Friday, November 2, 2012

Another potluck note

I might as well stick with a theme for the week, right?

I have many inheritances from Grandma B.  She was the only child of two immigrants who were the only members of their family to leave Norway.  She was scrupulous about maintaining stories, traditions, and heirlooms.  Because of her, I have the treasure of tea towels woven from flax grown on my great-great-grandfather's farm in Norway with dainty lace knitted by the great-grandmother for whom I am named.  I am also honored to wear the same great-grandmother's engagement ring that served as my engagement ring, as well.  And because of Grandma B., I also have the Potluck Spoon.

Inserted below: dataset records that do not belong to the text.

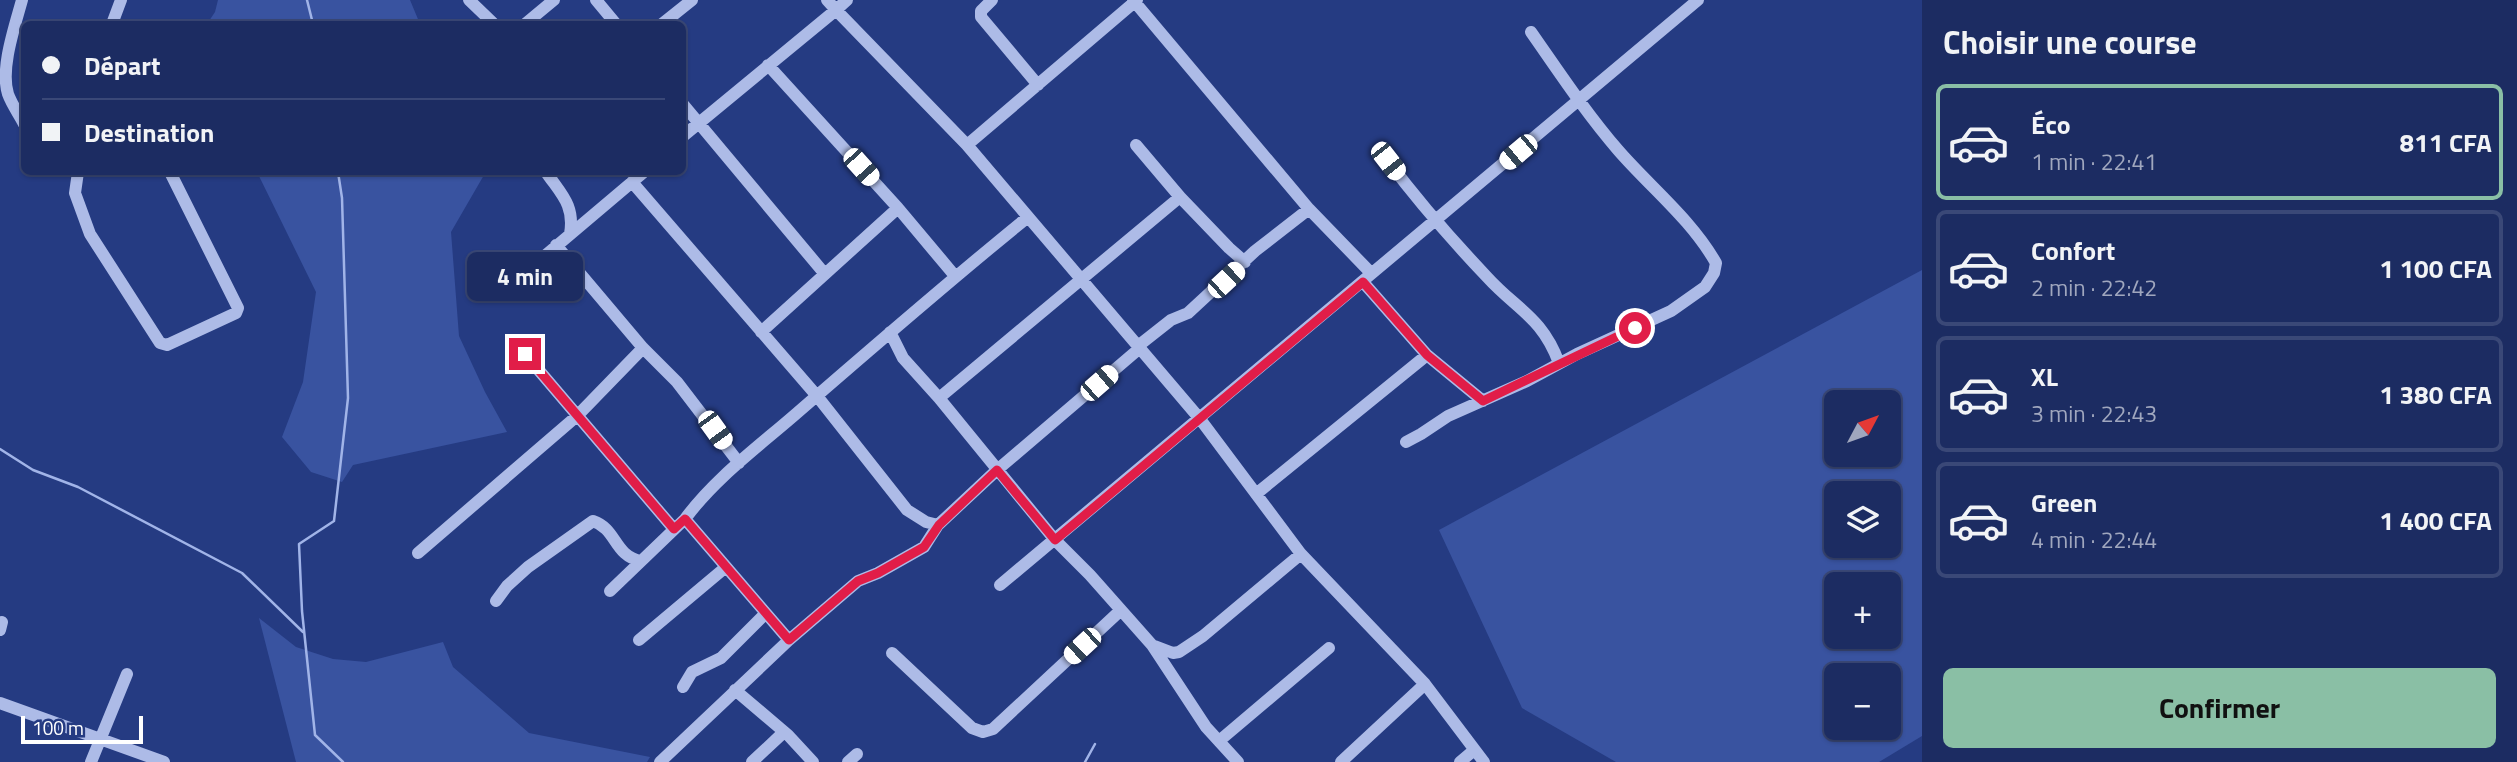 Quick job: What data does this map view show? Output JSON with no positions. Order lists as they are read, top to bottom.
{
  "scale_bar": "100 m",
  "north": "top right",
  "page": {
    "heading": "Choisir une course",
    "banner": ["Départ", "Destination"],
    "list": [
      {
        "name": "Éco",
        "note": "1 min · 22:41",
        "value": "811 CFA"
      },
      {
        "name": "Confort",
        "note": "2 min · 22:42",
        "value": "1 100 CFA"
      },
      {
        "name": "XL",
        "note": "3 min · 22:43",
        "value": "1 380 CFA"
      },
      {
        "name": "Green",
        "note": "4 min · 22:44",
        "value": "1 400 CFA"
      }
    ],
    "bubble": "4 min",
    "map_buttons": ["+", "−"],
    "buttons": "Confirmer",
    "scale": "100 m"
  }
}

The Potluck Spoon is not a family heirloom in the traditional sense.  It didn't live in the silver cloth, polished and protected with the other valuables.  It's an ordinary stainless steel serving spoon.  It doesn't match any pattern of flatware I have nor any that Grandma B. had, at least as far as I can recall.

But the Potluck Spoon is a treasure from a woman who knew her way around a church basement kitchen.  Once upon a time in her life, I don't know when, Grandma B. got her hands on a metal engraver.  We have evidence of this from many of her belongings.  She was that kind of woman.  So on the bowl of this ordinary serving spoon is engraved my maiden name--a fairly unusual one.  Carefully, clearly, she identified the spoon she knew she'd always be able to retrieve from the bottom of the drained sink or from the drawers in the church kitchen.

Before she died, Grandma B. moved out of her house and distributed most of the heirlooms she had been saving.  In her small retirement home apartment she kept only the necessities and the things dearest to her.  I didn't even know about the existence of the Potluck Spoon until she died, and then it was one of the few things I particularly requested as we cleared out her belongings.  A woven wall hanging from Norway, a batch of knitting needles, The Book of Concord and The Lutheran Church Basement Women's Cookbook, an orange mixing bowl, and the Potluck Spoon.  These are the last things I carried with me from Grandma B.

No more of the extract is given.